The Trump campaign has started running a new ad in Arizona focused on inflation and using Harris’ past support for the WH’s ‘Bidenomics’ push, per @AdImpact_Pol pic.twitter.com/wb2rIo05OU
— Alex Thompson (@AlexThomp) August 26, 2024
The ad highlights something Republicans have been apoplectic about: how President Joe Biden’s unpopularity hasn’t seemed to weigh down Harris thus far.
She is, after all, his second-in-command. Doesn’t she also own the outcomes — on the border, on the chaotic 2021 Afghanistan withdrawal and yes, on inflation — that Americans have been so unsatisfied with?
The answer appears to be: Perhaps less than you might think — and certainly less than Republicans hope.
Whether she will maintain that distance between Biden’s liabilities and her candidacy remains to be seen; this is clearly going to be a battleground. But it’s worth drilling down on just how much voters actually do and could connect Harris to those outcomes.
Thus far, polling shows that Harris is performing better than Biden ever did in the 2024 cycle and appears a slight favorite to win the presidency. Her image ratings have improved significantly in recent weeks, making her more popular than both Biden and Donald Trump.
I noted this month that Harris also does better than Biden when you drill down on specific issues. She has significantly closed the gap on what have long appeared to be Democrats’ biggest issue liabilities: the economy and immigration.
It’s possible that’s a temporary sugar high owing to the sudden enthusiasm for having a non-Biden and non-Trump candidate in the race. But there is also reason to believe that she might not suffer too much from being tied to Biden’s policies.

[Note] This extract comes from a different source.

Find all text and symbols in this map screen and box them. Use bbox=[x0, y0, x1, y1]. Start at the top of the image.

A Washington Post-ABC News-Ipsos poll this month got at this dichotomy in a really interesting and instructive way. It asked Americans how much influence they thought Harris had on the Biden administration’s economic and immigration policies. (On the latter issue, Republicans have sought to label Harris as Biden’s “border czar,” even though her role was more limited than that suggests.)
It turns out they don’t think Harris as vice president played a particularly central role.

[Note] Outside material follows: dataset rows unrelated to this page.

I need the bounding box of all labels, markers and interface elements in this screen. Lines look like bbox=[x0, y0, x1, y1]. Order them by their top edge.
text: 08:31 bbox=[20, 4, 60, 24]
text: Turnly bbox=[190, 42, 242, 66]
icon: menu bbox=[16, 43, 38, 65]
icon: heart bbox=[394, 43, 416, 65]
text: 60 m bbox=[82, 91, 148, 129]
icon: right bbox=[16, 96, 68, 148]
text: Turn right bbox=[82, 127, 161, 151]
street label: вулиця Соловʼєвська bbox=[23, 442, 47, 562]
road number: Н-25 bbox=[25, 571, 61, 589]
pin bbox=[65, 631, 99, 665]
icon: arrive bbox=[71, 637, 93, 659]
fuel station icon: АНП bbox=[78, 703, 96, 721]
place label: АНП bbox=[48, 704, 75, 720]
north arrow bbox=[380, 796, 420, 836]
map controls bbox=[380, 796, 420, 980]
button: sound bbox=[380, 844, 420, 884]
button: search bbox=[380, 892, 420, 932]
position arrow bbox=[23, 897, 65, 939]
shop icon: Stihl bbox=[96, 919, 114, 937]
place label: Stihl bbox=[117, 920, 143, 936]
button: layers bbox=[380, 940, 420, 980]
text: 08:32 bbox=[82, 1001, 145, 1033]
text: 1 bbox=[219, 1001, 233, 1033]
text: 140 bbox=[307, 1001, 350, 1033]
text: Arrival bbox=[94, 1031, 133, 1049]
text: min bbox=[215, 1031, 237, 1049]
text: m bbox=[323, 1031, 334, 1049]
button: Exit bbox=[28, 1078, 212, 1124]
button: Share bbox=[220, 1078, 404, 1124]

On the economy, 64 percent of Americans said Harris had “just some” or “very little” influence within the administration, compared with 33 percent who said she had a “good amount” or a “great deal.”
It was closer on immigration, an area in which Harris took more of a high-profile role. But still Americans said 57-39 that she had only “some” influence or less.
And very few Americans believe she had a “great deal” of influence — just 11 percent on the economy and 15 percent on immigration.
What’s also interesting in these numbers is how the partisans break down. Republicans were actually less likely to say she had at least a “good amount” of influence than Democrats — despite their party trying to attach her to Biden on these issues. Perhaps some of that owes to them viewing her as generally incompetent.
But the group least likely to see her as influential? Independent voters. Fully 70 percent of them said she had relatively little influence on the administration’s economic policies, while 62 percent said she had relatively little influence on immigration.
Only 8 percent of independents said she had a “great deal” of influence on the economy, and only 13 percent said she had a great deal of influence on immigration.
There’s a real question in these numbers about precisely why Americans don’t think she has been more influential. Is it because they didn’t see her much until recently? Is it because they think she’s not particularly strong on policy? Or is it because they think the vice presidency just isn’t that instrumental?
The vice president, after all, has only a couple of major constitutionally defined roles: succeeding the president if need be and casting tiebreaking votes in the Senate.
But regardless, you begin to see how voters might look at Harris and believe that she might be better and even something of a “change” candidate. For now, that’s what they’re doing.